Jason Goldlist, general manager at Wealthsimple, reads to his three-year-old son Abe at his office.

Later this month, when his second child is born, Jason Goldlist will be taking two months of parental leave. It's to help care for the little one, of course, but also to set an example at work.

The 31-year-old general manager at Wealthsimple, a Toronto-based online investment manager, only took a couple of weeks away from work when his first child was born in 2015. Back then, the company had 10 or so employees, all working out of a garage.

"Now that we're doing this with, like, 150 people in three offices, you look at your leadership team and there's a tone to be set," says Goldlist, whose company offers a top-up to 100 per cent of salary for the first six months of parental leave. "If we don't use it, then it's not really a benefit we can confidently talk about with our team."

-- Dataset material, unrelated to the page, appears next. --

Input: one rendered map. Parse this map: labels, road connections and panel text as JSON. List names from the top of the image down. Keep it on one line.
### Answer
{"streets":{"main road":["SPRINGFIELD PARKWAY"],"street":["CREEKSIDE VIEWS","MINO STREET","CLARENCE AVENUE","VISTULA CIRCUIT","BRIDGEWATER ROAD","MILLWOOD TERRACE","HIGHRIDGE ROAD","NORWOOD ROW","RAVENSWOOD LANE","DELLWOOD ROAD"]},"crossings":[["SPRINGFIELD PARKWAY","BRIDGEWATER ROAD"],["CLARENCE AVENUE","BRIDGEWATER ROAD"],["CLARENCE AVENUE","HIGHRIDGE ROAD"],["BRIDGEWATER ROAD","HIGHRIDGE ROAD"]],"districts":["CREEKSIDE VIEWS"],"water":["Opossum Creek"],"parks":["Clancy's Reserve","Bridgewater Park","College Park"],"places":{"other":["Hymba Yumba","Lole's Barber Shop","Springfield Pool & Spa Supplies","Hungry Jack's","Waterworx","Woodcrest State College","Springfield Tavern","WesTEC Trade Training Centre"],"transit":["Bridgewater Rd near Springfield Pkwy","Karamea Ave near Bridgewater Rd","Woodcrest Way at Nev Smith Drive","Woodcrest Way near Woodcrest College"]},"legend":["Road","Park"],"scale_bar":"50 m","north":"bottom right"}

Fathers who take parental leave usually gush about how important and rewarding it is to spend time with their newborns. But few new Canadian dads, at least outside of Quebec, actually do it. According to Statistics Canada, only 12 per cent of recent fathers in Canada outside Quebec claimed or intended to claim parental leave benefits in 2015. That's basically unchanged over a decade – the number was 11 per cent in 2005.

Last week, the federal government confirmed an election promise: Starting Dec. 3, parents will be entitled to up to 18 months paid leave after the birth of a child. The aim is to encourage more dads to take leave, and it might.

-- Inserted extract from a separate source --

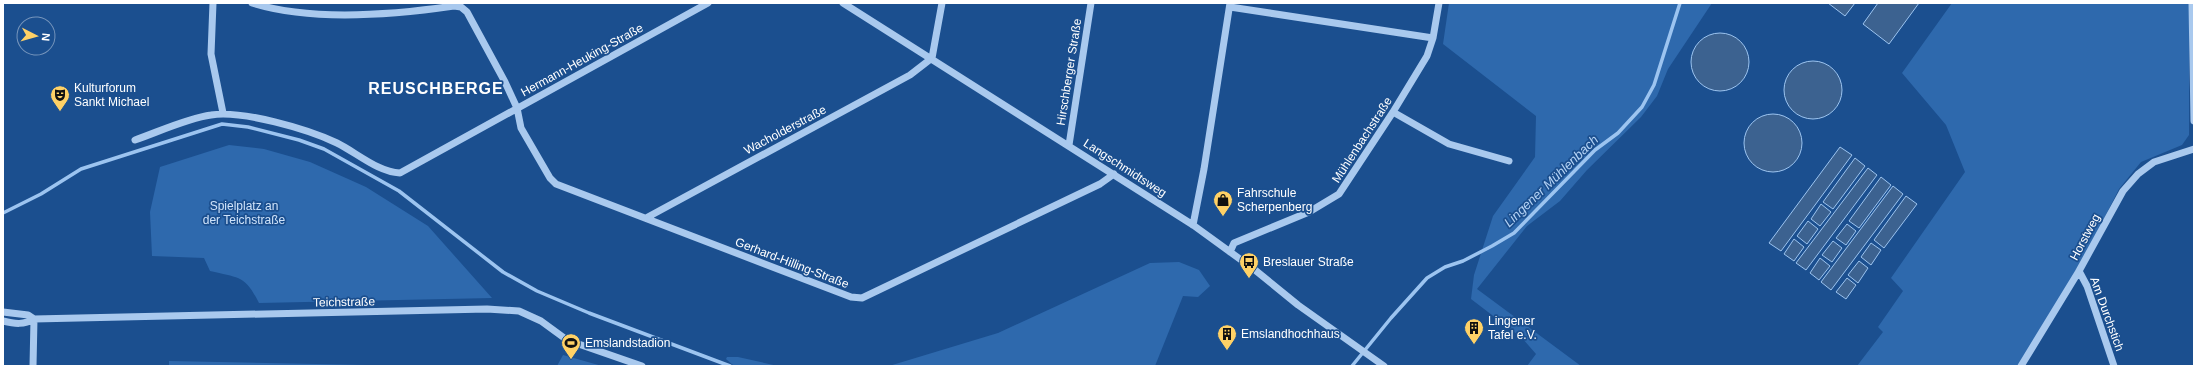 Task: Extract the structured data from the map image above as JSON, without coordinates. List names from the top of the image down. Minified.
{"streets":{"street":["Hermann-Heuking-Straße","Hirschberger Straße","Wacholderstraße","Mühlenbachstraße","Langschmidtsweg","Horstweg","Gerhard-Hilling-Straße","Teichstraße","Am Durchstich"]},"crossings":[["Hermann-Heuking-Straße","Gerhard-Hilling-Straße"],["Hirschberger Straße","Langschmidtsweg"],["Wacholderstraße","Langschmidtsweg"],["Wacholderstraße","Gerhard-Hilling-Straße"],["Mühlenbachstraße","Langschmidtsweg"],["Langschmidtsweg","Gerhard-Hilling-Straße"],["Horstweg","Am Durchstich"]],"districts":["REUSCHBERGE"],"water":["Lingener Mühlenbach"],"parks":["Spielplatz an der Teichstraße"],"places":{"theatre":["Kulturforum Sankt Michael"],"shop":["Fahrschule Scherpenberg"],"bus stop":["Breslauer Straße"],"building":["Lingener Tafel e.V.","Emslandhochhaus"],"sports":["Emslandstadion"]},"north":"right"} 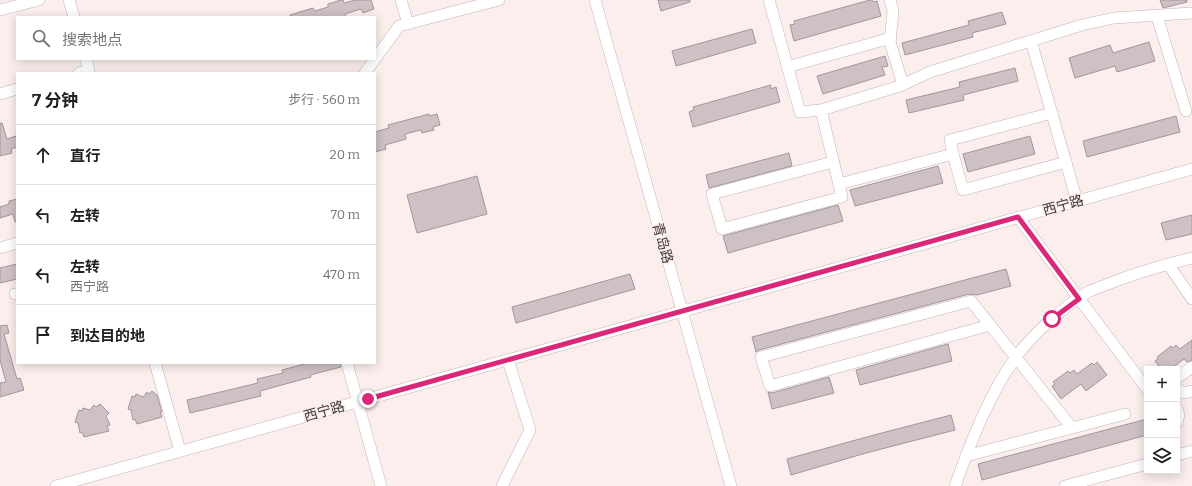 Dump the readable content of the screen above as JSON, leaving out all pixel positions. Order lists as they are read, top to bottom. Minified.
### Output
{"streets":{"street":["西宁路","青岛路"]},"crossings":[["西宁路","青岛路"]],"page":{"search":"搜索地点","heading":["7 分钟","步行 · 560 m"],"list":[["直行","20 m"],["左转","70 m"],["左转","西宁路","470 m"],"到达目的地"],"map_buttons":["+","−"]}}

Jason Goldlist will be taking two months of parental leave to set an example at Wealthsimple.

But there are a variety of reasons that fathers are reluctant, including a financial barrier which is now perhaps more acute: The Employment Insurance stipend is only 55 per cent of a parent's salary, now with the option to spread 12 months of assistance out over a year and a half.

Also still in place are various social factors, including moms who want the entire 12 months of EI-assisted time off for themselves and, perhaps most difficult, the stigma faced by fathers at work. More time doesn't solve any of these problems.

That's especially true when the time is available to either parent. Experts say that dedicating a period of leave time specifically for fathers and non-birth parents would do much more to boost the numbers of those taking time off work to help bring up baby.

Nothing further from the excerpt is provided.